■ The task
Retype all of the lines below with no changes.
++++++++++
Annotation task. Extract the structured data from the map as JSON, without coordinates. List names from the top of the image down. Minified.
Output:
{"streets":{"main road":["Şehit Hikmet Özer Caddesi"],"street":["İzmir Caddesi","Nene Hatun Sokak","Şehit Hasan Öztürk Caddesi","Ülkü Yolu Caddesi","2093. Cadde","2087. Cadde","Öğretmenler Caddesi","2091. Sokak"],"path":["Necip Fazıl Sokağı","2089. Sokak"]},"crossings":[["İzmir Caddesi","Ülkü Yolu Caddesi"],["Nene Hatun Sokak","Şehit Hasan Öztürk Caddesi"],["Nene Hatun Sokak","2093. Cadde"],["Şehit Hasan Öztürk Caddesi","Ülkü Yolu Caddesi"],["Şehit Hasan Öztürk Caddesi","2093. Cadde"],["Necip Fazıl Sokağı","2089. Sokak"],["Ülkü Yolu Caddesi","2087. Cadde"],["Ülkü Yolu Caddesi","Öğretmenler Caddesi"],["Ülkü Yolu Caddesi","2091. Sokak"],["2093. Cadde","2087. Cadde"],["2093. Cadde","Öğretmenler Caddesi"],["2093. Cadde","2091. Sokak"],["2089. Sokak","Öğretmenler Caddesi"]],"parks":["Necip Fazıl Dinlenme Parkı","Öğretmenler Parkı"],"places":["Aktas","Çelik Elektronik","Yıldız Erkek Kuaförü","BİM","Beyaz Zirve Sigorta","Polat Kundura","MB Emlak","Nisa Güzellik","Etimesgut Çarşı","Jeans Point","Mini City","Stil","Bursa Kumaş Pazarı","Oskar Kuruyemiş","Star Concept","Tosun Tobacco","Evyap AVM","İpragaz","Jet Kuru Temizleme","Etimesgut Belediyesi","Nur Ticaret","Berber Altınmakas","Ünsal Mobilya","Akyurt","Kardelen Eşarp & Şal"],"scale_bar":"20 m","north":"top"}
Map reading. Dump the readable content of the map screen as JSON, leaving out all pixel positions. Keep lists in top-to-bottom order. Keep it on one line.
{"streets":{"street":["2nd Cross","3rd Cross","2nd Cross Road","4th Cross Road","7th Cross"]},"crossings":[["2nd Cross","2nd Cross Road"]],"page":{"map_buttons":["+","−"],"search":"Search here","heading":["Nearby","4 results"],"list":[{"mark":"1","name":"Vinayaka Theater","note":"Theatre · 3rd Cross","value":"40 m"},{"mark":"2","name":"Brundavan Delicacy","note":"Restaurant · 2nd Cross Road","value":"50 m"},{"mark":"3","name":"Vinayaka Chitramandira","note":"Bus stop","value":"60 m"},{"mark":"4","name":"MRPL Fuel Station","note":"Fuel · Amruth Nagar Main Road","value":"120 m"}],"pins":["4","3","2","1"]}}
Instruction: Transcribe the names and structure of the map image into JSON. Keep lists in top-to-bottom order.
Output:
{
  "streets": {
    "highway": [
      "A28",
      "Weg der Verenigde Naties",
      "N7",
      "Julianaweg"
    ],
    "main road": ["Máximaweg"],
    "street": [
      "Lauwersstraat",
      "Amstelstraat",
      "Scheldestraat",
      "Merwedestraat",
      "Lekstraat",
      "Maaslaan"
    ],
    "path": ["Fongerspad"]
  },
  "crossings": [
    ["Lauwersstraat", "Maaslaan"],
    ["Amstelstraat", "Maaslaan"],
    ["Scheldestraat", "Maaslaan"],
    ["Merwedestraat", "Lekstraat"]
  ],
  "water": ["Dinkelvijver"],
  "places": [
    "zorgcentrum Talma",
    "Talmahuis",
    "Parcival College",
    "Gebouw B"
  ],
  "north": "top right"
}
++++++++++
■ Solution to this task
Annotation task. Extract the structured data from the map as JSON, without coordinates. List names from the top of the image down. Minified.
Output:
{"streets":{"main road":["Şehit Hikmet Özer Caddesi"],"street":["İzmir Caddesi","Nene Hatun Sokak","Şehit Hasan Öztürk Caddesi","Ülkü Yolu Caddesi","2093. Cadde","2087. Cadde","Öğretmenler Caddesi","2091. Sokak"],"path":["Necip Fazıl Sokağı","2089. Sokak"]},"crossings":[["İzmir Caddesi","Ülkü Yolu Caddesi"],["Nene Hatun Sokak","Şehit Hasan Öztürk Caddesi"],["Nene Hatun Sokak","2093. Cadde"],["Şehit Hasan Öztürk Caddesi","Ülkü Yolu Caddesi"],["Şehit Hasan Öztürk Caddesi","2093. Cadde"],["Necip Fazıl Sokağı","2089. Sokak"],["Ülkü Yolu Caddesi","2087. Cadde"],["Ülkü Yolu Caddesi","Öğretmenler Caddesi"],["Ülkü Yolu Caddesi","2091. Sokak"],["2093. Cadde","2087. Cadde"],["2093. Cadde","Öğretmenler Caddesi"],["2093. Cadde","2091. Sokak"],["2089. Sokak","Öğretmenler Caddesi"]],"parks":["Necip Fazıl Dinlenme Parkı","Öğretmenler Parkı"],"places":["Aktas","Çelik Elektronik","Yıldız Erkek Kuaförü","BİM","Beyaz Zirve Sigorta","Polat Kundura","MB Emlak","Nisa Güzellik","Etimesgut Çarşı","Jeans Point","Mini City","Stil","Bursa Kumaş Pazarı","Oskar Kuruyemiş","Star Concept","Tosun Tobacco","Evyap AVM","İpragaz","Jet Kuru Temizleme","Etimesgut Belediyesi","Nur Ticaret","Berber Altınmakas","Ünsal Mobilya","Akyurt","Kardelen Eşarp & Şal"],"scale_bar":"20 m","north":"top"}
Map reading. Dump the readable content of the map screen as JSON, leaving out all pixel positions. Keep lists in top-to-bottom order. Keep it on one line.
{"streets":{"street":["2nd Cross","3rd Cross","2nd Cross Road","4th Cross Road","7th Cross"]},"crossings":[["2nd Cross","2nd Cross Road"]],"page":{"map_buttons":["+","−"],"search":"Search here","heading":["Nearby","4 results"],"list":[{"mark":"1","name":"Vinayaka Theater","note":"Theatre · 3rd Cross","value":"40 m"},{"mark":"2","name":"Brundavan Delicacy","note":"Restaurant · 2nd Cross Road","value":"50 m"},{"mark":"3","name":"Vinayaka Chitramandira","note":"Bus stop","value":"60 m"},{"mark":"4","name":"MRPL Fuel Station","note":"Fuel · Amruth Nagar Main Road","value":"120 m"}],"pins":["4","3","2","1"]}}
Instruction: Transcribe the names and structure of the map image into JSON. Keep lists in top-to-bottom order.
Output:
{
  "streets": {
    "highway": [
      "A28",
      "Weg der Verenigde Naties",
      "N7",
      "Julianaweg"
    ],
    "main road": ["Máximaweg"],
    "street": [
      "Lauwersstraat",
      "Amstelstraat",
      "Scheldestraat",
      "Merwedestraat",
      "Lekstraat",
      "Maaslaan"
    ],
    "path": ["Fongerspad"]
  },
  "crossings": [
    ["Lauwersstraat", "Maaslaan"],
    ["Amstelstraat", "Maaslaan"],
    ["Scheldestraat", "Maaslaan"],
    ["Merwedestraat", "Lekstraat"]
  ],
  "water": ["Dinkelvijver"],
  "places": [
    "zorgcentrum Talma",
    "Talmahuis",
    "Parcival College",
    "Gebouw B"
  ],
  "north": "top right"
}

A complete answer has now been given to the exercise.